What happened

Shares of Okta (OKTA 0.45%) rallied on Wednesday, surging as much as 8.9%. As of 12:42 p.m. ET, the stock was still up 6.8%.

The major market indexes were decidedly higher, which no doubt provided tailwinds for the identity verification and cybersecurity specialist. While there was no company-specific news driving Okta higher, the catalyst was likely the news that a rival was being taken private at a hefty premium.

So what

Ping Identity Holding (PING) revealed today that it was being acquired by technology-centric private equity firm Thoma Bravo. The acquisition will be an all-cash deal that values Ping Identity at $2.8 billion. Assuming the deal is approved, shareholders will be paid $28.50 per share, which represents a hefty 63% premium compared with the stock's closing price on Tuesday. 

The deal will ultimately require the approval of both shareholders and regulators, but barring unforeseen roadblocks, the acquisition is expected to close later this year.

Now what

Okta is one of many high-growth technology stocks that have been hobbled by the bear market, with shares currently down roughly 62% compared with highs reached late last year.
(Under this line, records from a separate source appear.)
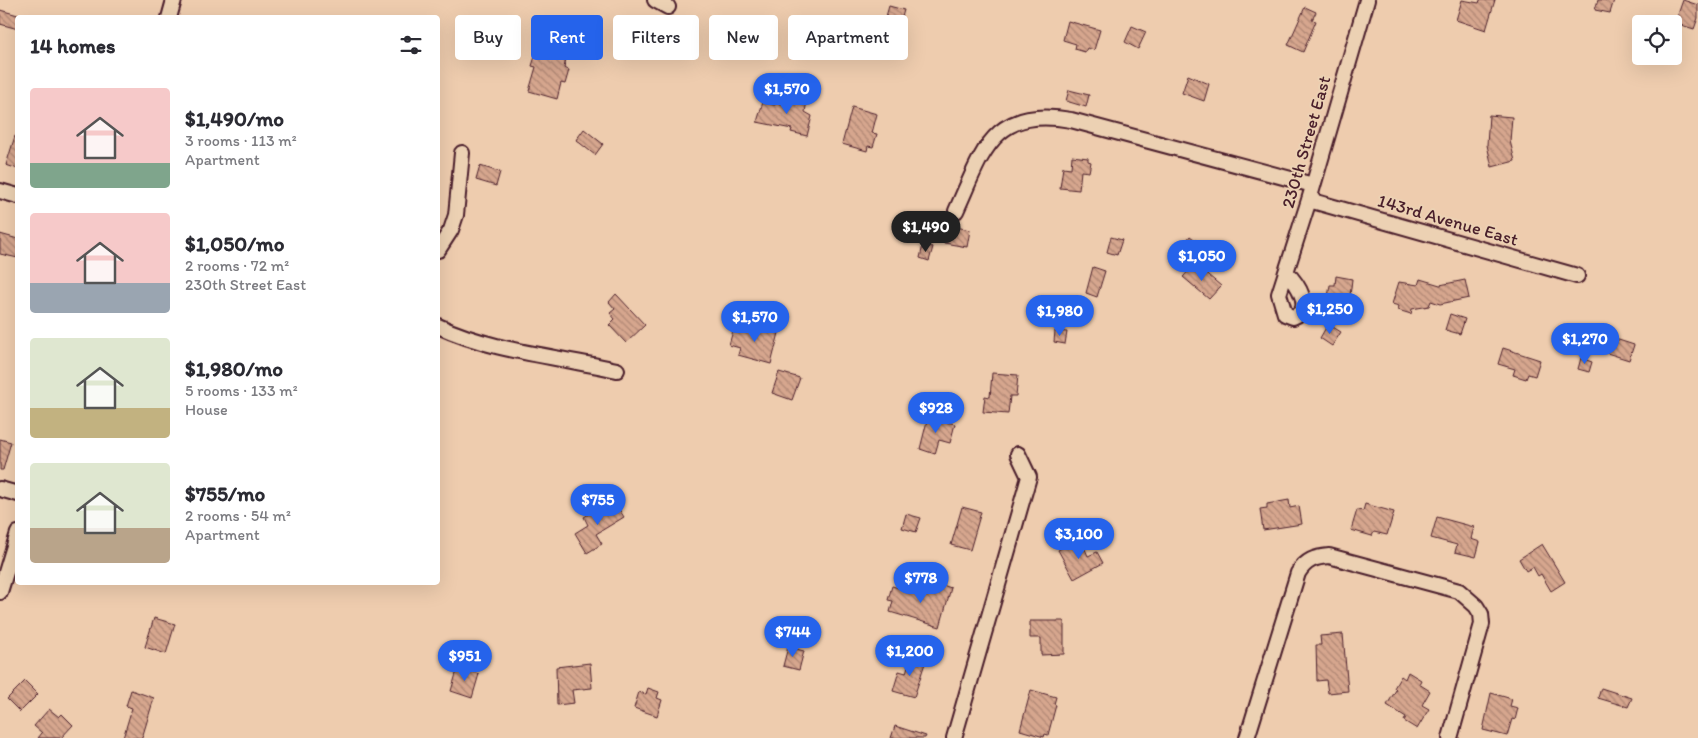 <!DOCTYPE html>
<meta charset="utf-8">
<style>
body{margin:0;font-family:Itim,sans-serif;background:#f7f7f7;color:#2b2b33;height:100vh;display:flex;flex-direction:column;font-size:19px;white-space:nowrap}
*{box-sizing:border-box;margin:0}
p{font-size:16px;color:#7c7c81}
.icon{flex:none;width:28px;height:28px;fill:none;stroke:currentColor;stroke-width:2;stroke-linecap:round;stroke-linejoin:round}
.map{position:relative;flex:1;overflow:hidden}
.side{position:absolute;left:15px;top:15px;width:425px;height:570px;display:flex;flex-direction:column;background:#fff;border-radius:5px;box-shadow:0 5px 20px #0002}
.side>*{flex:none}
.guide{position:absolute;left:455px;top:15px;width:475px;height:45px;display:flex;gap:10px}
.tools{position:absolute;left:1632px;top:15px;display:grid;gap:10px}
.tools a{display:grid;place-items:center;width:50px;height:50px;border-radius:5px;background:#fff;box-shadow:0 5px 20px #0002;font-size:25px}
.price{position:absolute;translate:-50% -42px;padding:0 11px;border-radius:18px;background:#2563eb;color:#fff;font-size:16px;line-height:32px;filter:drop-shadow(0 1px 2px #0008)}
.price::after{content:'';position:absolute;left:50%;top:30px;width:15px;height:11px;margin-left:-8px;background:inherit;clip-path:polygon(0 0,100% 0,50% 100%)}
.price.current{background:#222;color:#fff}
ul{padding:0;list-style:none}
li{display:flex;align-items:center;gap:15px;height:125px;padding:0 15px}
li span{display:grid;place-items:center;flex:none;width:140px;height:100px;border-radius:5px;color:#555}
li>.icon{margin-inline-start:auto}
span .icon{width:60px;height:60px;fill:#fffc;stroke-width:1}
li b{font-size:21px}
h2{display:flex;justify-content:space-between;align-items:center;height:60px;padding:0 15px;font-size:21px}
.tag{padding:0 18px;border-radius:5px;background:#fff;box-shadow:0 5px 20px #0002;font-size:18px;line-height:45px}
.tag.current{background:#2563eb;color:#fff}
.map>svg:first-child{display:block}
.building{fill:url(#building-back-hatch);stroke:#4a1f2b}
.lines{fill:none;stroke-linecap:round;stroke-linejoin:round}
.minor-casing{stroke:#4a1f2b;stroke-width:18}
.minor{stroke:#ecd1b3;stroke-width:14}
.labels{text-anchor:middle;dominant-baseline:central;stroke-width:4;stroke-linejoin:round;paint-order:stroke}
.street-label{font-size:18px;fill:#4a1f2b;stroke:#ecd1b3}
</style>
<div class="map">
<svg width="1698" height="738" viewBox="0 0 1698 738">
<defs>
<pattern id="building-back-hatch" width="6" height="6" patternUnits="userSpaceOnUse" patternTransform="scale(1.25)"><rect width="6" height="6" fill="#d6a68e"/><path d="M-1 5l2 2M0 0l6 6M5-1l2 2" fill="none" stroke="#b08774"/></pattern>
</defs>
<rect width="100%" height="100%" fill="#eeccae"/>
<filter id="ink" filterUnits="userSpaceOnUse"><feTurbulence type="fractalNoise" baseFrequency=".02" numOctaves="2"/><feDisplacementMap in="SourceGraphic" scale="10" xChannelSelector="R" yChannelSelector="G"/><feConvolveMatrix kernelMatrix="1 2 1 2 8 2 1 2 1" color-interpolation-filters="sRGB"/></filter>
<g filter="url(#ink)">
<path class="building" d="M 1462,0 L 1479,3 L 1480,0 L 1495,0 L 1486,30 L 1456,20 Z
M 1598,0 L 1614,0 L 1610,13 L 1595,10 Z
M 1683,0 L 1698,5 L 1698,18 L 1694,29 L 1675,23 Z
M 889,6 L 904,10 L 898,31 L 883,27 Z
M 1305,7 L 1316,12 L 1312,20 L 1316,21 L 1303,52 L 1288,45 Z
M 0,10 L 18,15 L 18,29 L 0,24 Z
M 1068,21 L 1100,30 L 1094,50 L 1087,48 L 1085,52 L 1075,49 L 1076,44 L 1063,40 Z
M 1132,26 L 1146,32 L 1138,49 L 1125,42 Z
M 537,50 L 566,59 L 564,68 L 569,70 L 565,84 L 561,83 L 557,99 L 529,91 L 536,67 L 532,66 Z
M 1188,75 L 1209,84 L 1204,101 L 1182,93 Z
M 1069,90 L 1089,95 L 1086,107 L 1066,101 Z
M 785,95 L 807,101 L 805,112 L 812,116 L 807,136 L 791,132 L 792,129 L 757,122 L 763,102 L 775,105 L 776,102 L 783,104 Z
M 852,107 L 877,114 L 872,133 L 877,134 L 873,147 L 868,146 L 867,151 L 842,144 Z
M 1489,115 L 1512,117 L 1510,141 L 1515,161 L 1492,167 L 1487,145 Z
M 584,129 L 603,144 L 595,155 L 576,140 Z
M 15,136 L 18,136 L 18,169 L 6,165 Z
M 1072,156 L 1088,158 L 1088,161 L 1091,162 L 1089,172 L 1081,171 L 1079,190 L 1060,188 L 1063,167 L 1071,168 Z
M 480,166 L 500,172 L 496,186 L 476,180 Z
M 947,225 L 970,230 L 967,247 L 944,243 Z
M 0,234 L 18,239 L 18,258 L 0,254 Z
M 1190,236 L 1198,242 L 1188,256 L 1180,249 Z
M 1111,237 L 1122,240 L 1117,255 L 1107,252 Z
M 923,245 L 933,247 L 929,261 L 920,258 Z
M 1195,264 L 1221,286 L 1209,299 L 1183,277 Z
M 1093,267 L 1105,271 L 1097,297 L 1086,293 Z
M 1336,276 L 1352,279 L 1349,305 L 1332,302 L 1333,298 L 1328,297 L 1330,285 L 1335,285 Z
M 1420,279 L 1440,285 L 1465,280 L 1469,298 L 1440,304 L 1431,301 L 1429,306 L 1412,309 L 1411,314 L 1398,310 L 1399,306 L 1392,304 L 1399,282 L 1418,285 Z
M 616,294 L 645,325 L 626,343 L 609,325 L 615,319 L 610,313 L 615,309 L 609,302 Z
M 1450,314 L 1465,319 L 1460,334 L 1445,330 Z
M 1328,324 L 1341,332 L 1332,346 L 1320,338 Z
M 751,326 L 779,333 L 771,364 L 738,355 L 740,348 L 729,345 L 734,327 L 750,331 Z
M 1055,331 L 1067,332 L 1065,344 L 1054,342 Z
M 1597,333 L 1634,345 L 1629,360 L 1591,348 Z
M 1503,348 L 1540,360 L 1535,376 L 1528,374 L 1526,379 L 1513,375 L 1515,369 L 1498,364 Z
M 1581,358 L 1592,362 L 1589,372 L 1578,369 Z
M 779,372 L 800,378 L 792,400 L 772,393 Z
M 992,373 L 1018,375 L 1016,396 L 1010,396 L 1008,414 L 983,412 L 985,396 L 990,397 Z
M 928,417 L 955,424 L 950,443 L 939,440 L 935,454 L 920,449 Z
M 0,439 L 11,442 L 3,470 L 0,470 Z
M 1289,500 L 1290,508 L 1299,506 L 1302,524 L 1263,530 L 1260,509 L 1267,508 L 1267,504 Z
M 615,503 L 624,517 L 596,534 L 602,544 L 587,553 L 575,533 L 588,525 L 584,517 L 601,507 L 604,510 Z
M 1365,504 L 1394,512 L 1387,535 L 1374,532 L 1372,536 L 1351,530 L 1357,510 L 1363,511 Z
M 962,507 L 981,512 L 970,550 L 951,545 Z
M 906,514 L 921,518 L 916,532 L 902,528 Z
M 1437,517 L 1474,527 L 1471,539 L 1480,542 L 1476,557 L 1455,552 L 1457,545 L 1431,538 Z
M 1072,542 L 1078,553 L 1085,549 L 1088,556 L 1097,552 L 1103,563 L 1074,579 L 1058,550 Z
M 1542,544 L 1565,582 L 1551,591 L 1541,574 L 1538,576 L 1533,567 L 1526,571 L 1519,559 Z
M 931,581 L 951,588 L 940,627 L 890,612 L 893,601 L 888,600 L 892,586 L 927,596 Z
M 154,618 L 175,624 L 166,654 L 145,647 Z
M 1030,621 L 1064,621 L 1064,654 L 1041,655 L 1041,638 L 1030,638 Z
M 1343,634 L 1348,691 L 1328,693 L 1326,680 L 1317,681 L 1316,645 L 1321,645 L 1320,636 Z
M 788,647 L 804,651 L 799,670 L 783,666 Z
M 911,655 L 926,660 L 914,697 L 893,691 L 899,671 L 906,673 Z
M 590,663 L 592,688 L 572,690 L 574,703 L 557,705 L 556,667 Z
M 458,667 L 479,674 L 472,698 L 451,691 Z
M 1408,672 L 1421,680 L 1419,684 L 1430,691 L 1422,705 L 1429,709 L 1417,729 L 1404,721 L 1406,717 L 1387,705 L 1396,690 L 1394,688 L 1401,676 L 1405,679 Z
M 25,681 L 38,694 L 20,712 L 7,699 Z
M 648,688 L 659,692 L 657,698 L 662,700 L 657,716 L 634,708 L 639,692 L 646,694 Z
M 1601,688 L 1632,698 L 1628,707 L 1598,698 Z
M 131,690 L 154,698 L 142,738 L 123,738 L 132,708 L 126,706 Z
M 1031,690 L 1056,697 L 1054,704 L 1056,705 L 1048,735 L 1045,734 L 1044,737 L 1020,730 Z
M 1491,693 L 1512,699 L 1510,706 L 1518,708 L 1515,720 L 1512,719 L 1507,736 L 1483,730 Z
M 49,709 L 59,717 L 62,714 L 73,725 L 61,738 L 38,738 L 42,733 L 34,726 Z
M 895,726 L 926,736 L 925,738 L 891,738 Z"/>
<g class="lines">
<g class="minor-casing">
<path id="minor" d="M 655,0 L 668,7
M 169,18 L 174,0
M 0,191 L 18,196
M 1309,200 L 1577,276
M 956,211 C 983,152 992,106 1071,120 L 1313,185
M 438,250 L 451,230 L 456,215 L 462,153
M 1286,272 C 1297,283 1315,309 1293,317 L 1285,314 L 1279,294 L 1309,200 L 1367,0
M 438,326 C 494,352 556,356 617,370
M 0,489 L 18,494
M 0,592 L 18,533
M 954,738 L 1029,477 L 1018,454
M 1247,738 L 1298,573 C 1306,560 1315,557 1329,556 L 1459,591 L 1476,606 L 1481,614 L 1482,624 L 1450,738"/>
</g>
<use href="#minor" class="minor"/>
</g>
</g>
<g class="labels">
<g class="street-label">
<text transform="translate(1306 142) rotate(-74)">230th Street East</text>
<text transform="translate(1448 220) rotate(16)">143rd Avenue East</text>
</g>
</g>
</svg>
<div class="tools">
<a><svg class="icon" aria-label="locate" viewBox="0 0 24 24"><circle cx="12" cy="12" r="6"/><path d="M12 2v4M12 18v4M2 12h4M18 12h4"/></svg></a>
</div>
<b class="price" style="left:787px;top:115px">$1,570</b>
<b class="price current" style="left:926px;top:253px">$1,490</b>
<b class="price" style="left:1202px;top:282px">$1,050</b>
<b class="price" style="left:1330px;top:335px">$1,250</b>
<b class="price" style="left:1060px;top:337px">$1,980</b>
<b class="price" style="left:755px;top:343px">$1,570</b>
<b class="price" style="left:1585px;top:365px">$1,270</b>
<b class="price" style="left:936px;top:434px">$928</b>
<b class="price" style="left:598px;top:526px">$755</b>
<b class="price" style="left:1079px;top:560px">$3,100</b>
<b class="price" style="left:921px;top:604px">$778</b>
<b class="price" style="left:793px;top:658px">$744</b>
<b class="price" style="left:910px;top:677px">$1,200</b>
<b class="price" style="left:465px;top:682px">$951</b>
<div class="guide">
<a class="tag">Buy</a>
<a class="tag current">Rent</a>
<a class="tag">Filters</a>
<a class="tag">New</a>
<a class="tag">Apartment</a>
</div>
<section class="side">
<h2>14 homes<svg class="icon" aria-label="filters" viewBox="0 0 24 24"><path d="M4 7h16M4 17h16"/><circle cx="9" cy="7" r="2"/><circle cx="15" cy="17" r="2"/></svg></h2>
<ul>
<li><span style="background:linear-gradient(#f6c9c9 75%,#7fa58c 0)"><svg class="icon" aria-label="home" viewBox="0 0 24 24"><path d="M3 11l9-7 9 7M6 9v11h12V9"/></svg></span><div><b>$1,490/mo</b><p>3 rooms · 113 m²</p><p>Apartment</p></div></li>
<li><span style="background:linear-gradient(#f6c9c9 70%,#9aa5b1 0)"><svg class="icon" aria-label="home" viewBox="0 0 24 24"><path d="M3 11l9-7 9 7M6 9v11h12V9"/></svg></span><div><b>$1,050/mo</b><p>2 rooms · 72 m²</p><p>230th Street East</p></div></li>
<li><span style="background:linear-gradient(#dfe7d0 70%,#c2b280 0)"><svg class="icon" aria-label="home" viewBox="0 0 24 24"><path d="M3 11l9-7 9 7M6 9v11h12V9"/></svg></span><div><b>$1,980/mo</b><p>5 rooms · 133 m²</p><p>House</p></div></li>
<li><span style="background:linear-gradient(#dfe7d0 65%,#b9a48a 0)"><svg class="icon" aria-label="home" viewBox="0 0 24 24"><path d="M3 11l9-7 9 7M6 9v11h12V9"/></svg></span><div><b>$755/mo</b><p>2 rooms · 54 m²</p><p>Apartment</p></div></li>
</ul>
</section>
</div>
The falling stock price aside, Okta's opportunity in its space remains vast.

The company generated revenue of $1.3 billion in fiscal 2022 (ended Jan. 21), but that's a drop in the bucket compared with its total addressable market, which management estimates at $80 billion. 

Furthermore, the digital transformation is ongoing, as businesses continue to join the cloud revolution. Providing identity verification and access management solutions is more important than ever. Okta is the leader in the industry, according to Gartner, who rated it tops in its high-profile Magic Quadrant. Forrester Research came to a similar conclusion, naming Okta the leading identity-as-a-service provider for enterprise. 

The hefty buyout premium for Ping Identity only serves to validate the value of Okta's services and the breadth of its opportunity.